Le référent rapporte l’information d’un dysfonctionnement au producteur, qui reste le responsable de la situation. Ainsi, il ne devrait pas être mis en cause. Si tel était toutefois le cas, il est protégé par son statut de lanceur d’alerte. Voilà pour la théorie.
Mme Louise Lebecq. L’avenant prévoit qu’en cas de signalement de VHSS, les employeurs en informent le CCHSCT à travers une fiche de notification. Celle-ci préserve l’anonymat des personnes concernées.
Le CCHSCT pourra adapter sa politique de prévention au niveau de la branche, grâce aux informations ainsi recueillies sur les violences, les harcèlements et leur traitement – la fiche de notification permet par exemple de préciser si une enquête a eu lieu, combien de temps elle a duré et si des mesures disciplinaires ou organisationnelles ont été prises. Les entreprises et les salariés peuvent également obtenir des conseils et des informations du CCHSCT à tout moment.
Monsieur le rapporteur, les coordonnées de cette structure figurent partout – dans les contrats de travail, sur la feuille de service, dans la bible de tournage. Les intermittents du spectacle l’identifient comme leur interlocuteur sur les questions de santé et de sécurité au travail.
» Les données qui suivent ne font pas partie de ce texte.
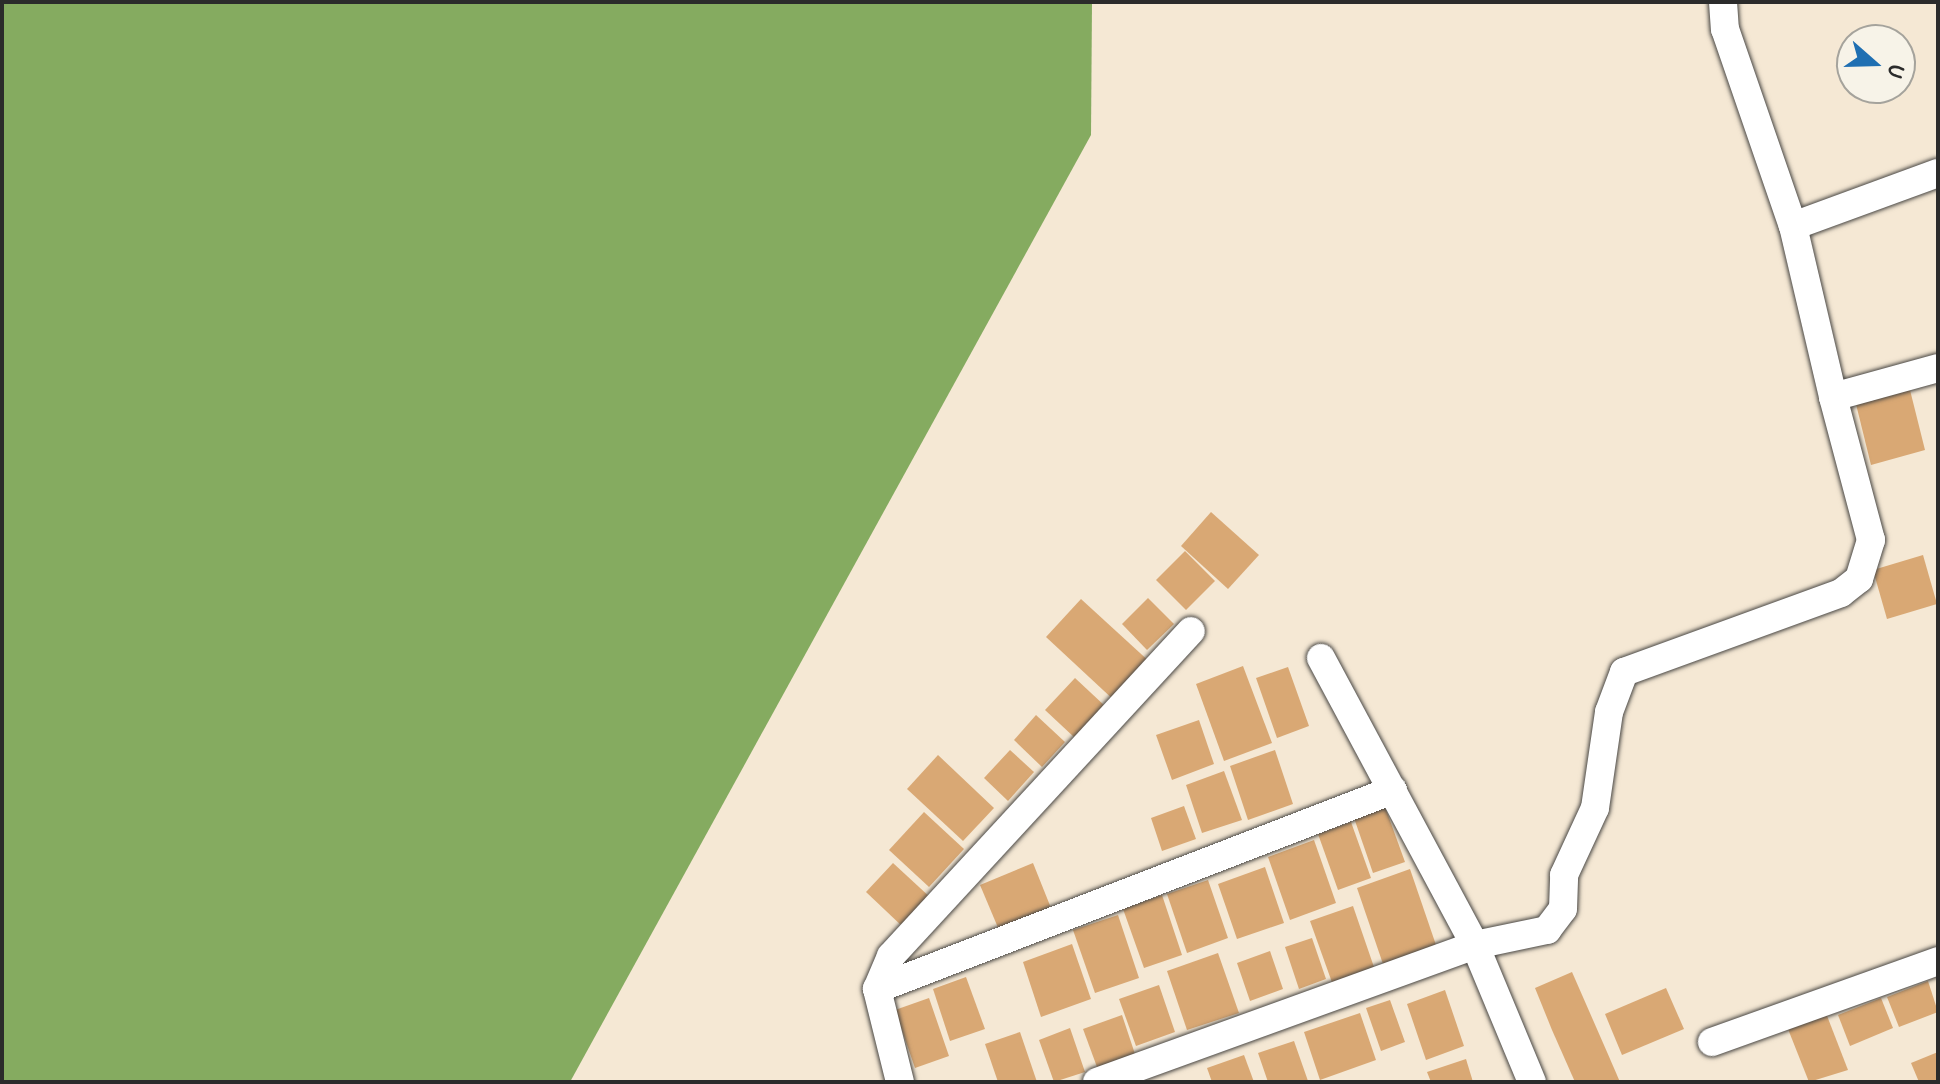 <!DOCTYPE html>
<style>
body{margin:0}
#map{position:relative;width:1940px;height:1084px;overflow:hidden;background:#f5e8d4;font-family:"Patrick Hand",sans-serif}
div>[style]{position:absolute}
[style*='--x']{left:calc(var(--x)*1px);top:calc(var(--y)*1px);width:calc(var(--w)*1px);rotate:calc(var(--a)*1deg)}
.forest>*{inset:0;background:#85ab60}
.building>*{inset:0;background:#d9a874}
.roads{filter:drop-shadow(0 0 2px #494744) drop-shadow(0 0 2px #494744)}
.minor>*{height:28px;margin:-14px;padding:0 14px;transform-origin:14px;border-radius:14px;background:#fff}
span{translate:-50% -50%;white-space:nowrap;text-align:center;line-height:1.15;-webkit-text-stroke:7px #f7f3e8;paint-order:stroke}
.frame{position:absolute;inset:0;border:4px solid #2b2b2b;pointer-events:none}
.north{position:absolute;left:1836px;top:24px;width:80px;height:80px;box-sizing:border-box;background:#f7f3e8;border:2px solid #a5a39c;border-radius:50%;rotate:110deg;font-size:22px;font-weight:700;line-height:32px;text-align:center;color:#2b2b2b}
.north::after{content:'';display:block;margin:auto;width:28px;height:36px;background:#1f6fb2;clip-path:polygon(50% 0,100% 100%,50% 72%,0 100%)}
</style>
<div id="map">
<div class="forest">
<div style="clip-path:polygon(2px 2px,1092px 2px,1091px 135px,570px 1082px,2px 1082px)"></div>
</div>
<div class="building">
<div style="clip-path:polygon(1909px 386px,1925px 450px,1871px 465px,1855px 400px)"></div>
<div style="clip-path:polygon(1211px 512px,1259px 555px,1228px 589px,1181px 546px)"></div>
<div style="clip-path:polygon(1185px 551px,1215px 581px,1186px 610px,1156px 580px)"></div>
<div style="clip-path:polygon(1923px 555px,1937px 604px,1887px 619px,1873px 570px)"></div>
<div style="clip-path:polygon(1148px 598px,1174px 624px,1147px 650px,1122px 624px)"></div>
<div style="clip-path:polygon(1081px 599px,1152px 664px,1117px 703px,1046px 637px)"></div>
<div style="clip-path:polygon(1243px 666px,1272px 743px,1224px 761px,1196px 684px)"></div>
<div style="clip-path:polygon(1288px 667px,1309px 726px,1277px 738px,1256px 678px)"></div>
<div style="clip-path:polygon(1075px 678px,1105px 706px,1075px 738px,1045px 710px)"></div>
<div style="clip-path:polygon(1036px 715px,1065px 742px,1042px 767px,1014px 740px)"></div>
<div style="clip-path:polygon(1199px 720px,1214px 764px,1172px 780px,1156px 735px)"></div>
<div style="clip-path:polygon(1010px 750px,1034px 772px,1008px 801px,984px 778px)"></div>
<div style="clip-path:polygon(1275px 750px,1293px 804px,1248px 820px,1230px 766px)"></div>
<div style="clip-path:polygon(938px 755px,994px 808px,963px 841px,907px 789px)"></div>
<div style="clip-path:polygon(1224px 771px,1242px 820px,1202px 833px,1186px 785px)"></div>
<div style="clip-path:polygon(1384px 804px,1405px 862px,1373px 873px,1353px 815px)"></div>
<div style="clip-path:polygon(1184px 806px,1196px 839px,1162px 851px,1151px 818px)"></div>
<div style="clip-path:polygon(924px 812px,964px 849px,929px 887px,889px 850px)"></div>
<div style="clip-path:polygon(1351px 822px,1371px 878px,1338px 890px,1318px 834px)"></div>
<div style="clip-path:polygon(1314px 840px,1336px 903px,1290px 920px,1268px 857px)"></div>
<div style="clip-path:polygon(893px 863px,932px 899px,904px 928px,866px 892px)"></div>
<div style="clip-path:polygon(1033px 863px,1051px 908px,999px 930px,980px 885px)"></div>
<div style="clip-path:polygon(1265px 867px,1284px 923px,1237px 939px,1218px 884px)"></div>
<div style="clip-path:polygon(1410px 869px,1436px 945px,1383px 964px,1357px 888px)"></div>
<div style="clip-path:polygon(1208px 880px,1228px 938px,1187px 953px,1167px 894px)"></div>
<div style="clip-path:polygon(1162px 895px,1182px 955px,1144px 968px,1123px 909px)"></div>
<div style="clip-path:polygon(1353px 906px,1376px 973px,1334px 988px,1310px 921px)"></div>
<div style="clip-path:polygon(1118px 915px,1139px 978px,1095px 993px,1073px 930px)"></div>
<div style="clip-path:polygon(1312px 938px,1326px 979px,1299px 989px,1285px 947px)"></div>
<div style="clip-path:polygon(1072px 944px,1091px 999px,1041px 1017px,1023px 962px)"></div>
<div style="clip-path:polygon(1270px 951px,1283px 989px,1250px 1001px,1237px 963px)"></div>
<div style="clip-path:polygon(1218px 953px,1239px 1013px,1187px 1030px,1167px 971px)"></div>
<div style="clip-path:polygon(1572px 972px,1607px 1052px,1620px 1082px,1575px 1082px,1552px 1030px,1535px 988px)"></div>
<div style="clip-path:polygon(966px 977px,985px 1029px,950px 1041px,933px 989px)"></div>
<div style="clip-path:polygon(1928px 981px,1938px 1012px,1899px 1027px,1887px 997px)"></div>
<div style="clip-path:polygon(1159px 985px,1175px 1032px,1136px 1046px,1119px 999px)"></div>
<div style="clip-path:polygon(1666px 988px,1684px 1029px,1622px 1055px,1605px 1014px)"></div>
<div style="clip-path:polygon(1445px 990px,1464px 1046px,1426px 1060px,1407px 1004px)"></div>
<div style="clip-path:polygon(929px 998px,949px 1056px,915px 1068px,895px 1010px)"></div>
<div style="clip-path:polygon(1881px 998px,1893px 1028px,1850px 1046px,1838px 1015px)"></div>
<div style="clip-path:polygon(1390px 1000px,1405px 1042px,1381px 1051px,1366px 1008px)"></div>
<div style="clip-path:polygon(1824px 1008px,1848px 1070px,1809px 1082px,1786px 1024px)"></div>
<div style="clip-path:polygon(1360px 1013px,1376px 1060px,1320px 1080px,1304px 1032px)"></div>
<div style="clip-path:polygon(1122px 1015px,1135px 1054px,1097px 1067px,1083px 1029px)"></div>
<div style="clip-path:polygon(1070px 1028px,1085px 1072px,1054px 1082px,1039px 1040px)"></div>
<div style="clip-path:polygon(1020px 1032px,1037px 1082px,998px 1082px,985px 1044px)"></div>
<div style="clip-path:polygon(1294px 1041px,1308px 1081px,1268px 1082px,1258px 1053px)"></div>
<div style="clip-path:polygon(1938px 1052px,1938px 1082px,1919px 1082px,1911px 1063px)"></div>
<div style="clip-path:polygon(1244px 1055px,1254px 1082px,1212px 1082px,1207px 1068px)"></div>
<div style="clip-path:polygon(1466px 1059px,1473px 1082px,1431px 1082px,1427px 1072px)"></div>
</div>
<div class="roads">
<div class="minor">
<div style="--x:1723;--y:2;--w:27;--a:86"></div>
<div style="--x:1725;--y:29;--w:208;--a:71"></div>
<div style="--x:1793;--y:226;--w:176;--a:76.8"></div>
<div style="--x:1793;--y:226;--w:154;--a:-20.1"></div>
<div style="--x:1321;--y:658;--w:326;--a:61.8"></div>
<div style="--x:1475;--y:945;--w:148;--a:67.4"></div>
<div style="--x:877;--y:989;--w:553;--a:-21.09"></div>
<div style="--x:1712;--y:1042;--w:240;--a:-19.7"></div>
<div style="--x:900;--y:1082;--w:96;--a:-103.9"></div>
<div style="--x:877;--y:989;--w:36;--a:-67"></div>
<div style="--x:891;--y:956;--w:442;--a:-47.3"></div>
<div style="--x:1097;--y:1082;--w:402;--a:-19.9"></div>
<div style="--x:1475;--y:945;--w:74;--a:-11.8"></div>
<div style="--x:1547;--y:930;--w:26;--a:-53"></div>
<div style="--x:1563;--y:909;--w:34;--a:-88"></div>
<div style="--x:1564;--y:875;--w:74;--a:-65.2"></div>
<div style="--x:1595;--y:808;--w:97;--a:-81.7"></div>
<div style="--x:1609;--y:712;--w:43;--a:-69.4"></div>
<div style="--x:1624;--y:672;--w:231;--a:-20"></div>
<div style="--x:1841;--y:593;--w:23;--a:-38"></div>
<div style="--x:1859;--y:579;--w:41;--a:-72.9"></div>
<div style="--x:1871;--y:540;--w:148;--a:-104.9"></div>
<div style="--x:1833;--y:397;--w:109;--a:-15.4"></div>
</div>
</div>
<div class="frame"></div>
<div class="north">U</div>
</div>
Mme Laëtitia Galitzine. Les formations pour devenir référent actuellement programmées sont complètes. C’est bon signe. Pour l’instant, des volontaires se sont manifestés sur chaque tournage pour devenir référent. Il faut encore du temps pour qu’ils se forment, mais ils le souhaitent.
En tant que producteurs, nous avons souvent le choix entre plusieurs volontaires ; notre problème est surtout de ne pas vexer ceux que nous ne choisissons pas. Le plus souvent, nous nommons deux référents, un homme et une femme, afin que tout le monde se sente à l’aise.
Enfin, le référent doit respecter la volonté des victimes. Certaines souhaitent maintenir leur anonymat, d’autres non.
Mme Nadia Mathern. La convention précise qu’« en aucun cas l’employeur ne peut déléguer ses responsabilités en matière de sécurité et de mise en œuvre des procédures internes au référent VHSS. Le référent n’est donc pas responsable du traitement des sujets liés aux VHSS ni de la procédure de traitement de ces signalements. Il ne saurait en outre être responsable des manquements aux règles de sécurité édictées par l’employeur ni même des éventuels manquements de l’employeur dans le traitement de ces situations ».
L’avenant précise en outre que le référent doit « informer et orienter les salariés vers les ressources utiles », « participer aux actions de sensibilisation et de prévention des VHSS », « communiquer sur la procédure de signalement interne à l’entreprise, en lien avec l’employeur » et « recueillir les signalements des salariés » pour les « transmettre par écrit à l’employeur et ses représentants ».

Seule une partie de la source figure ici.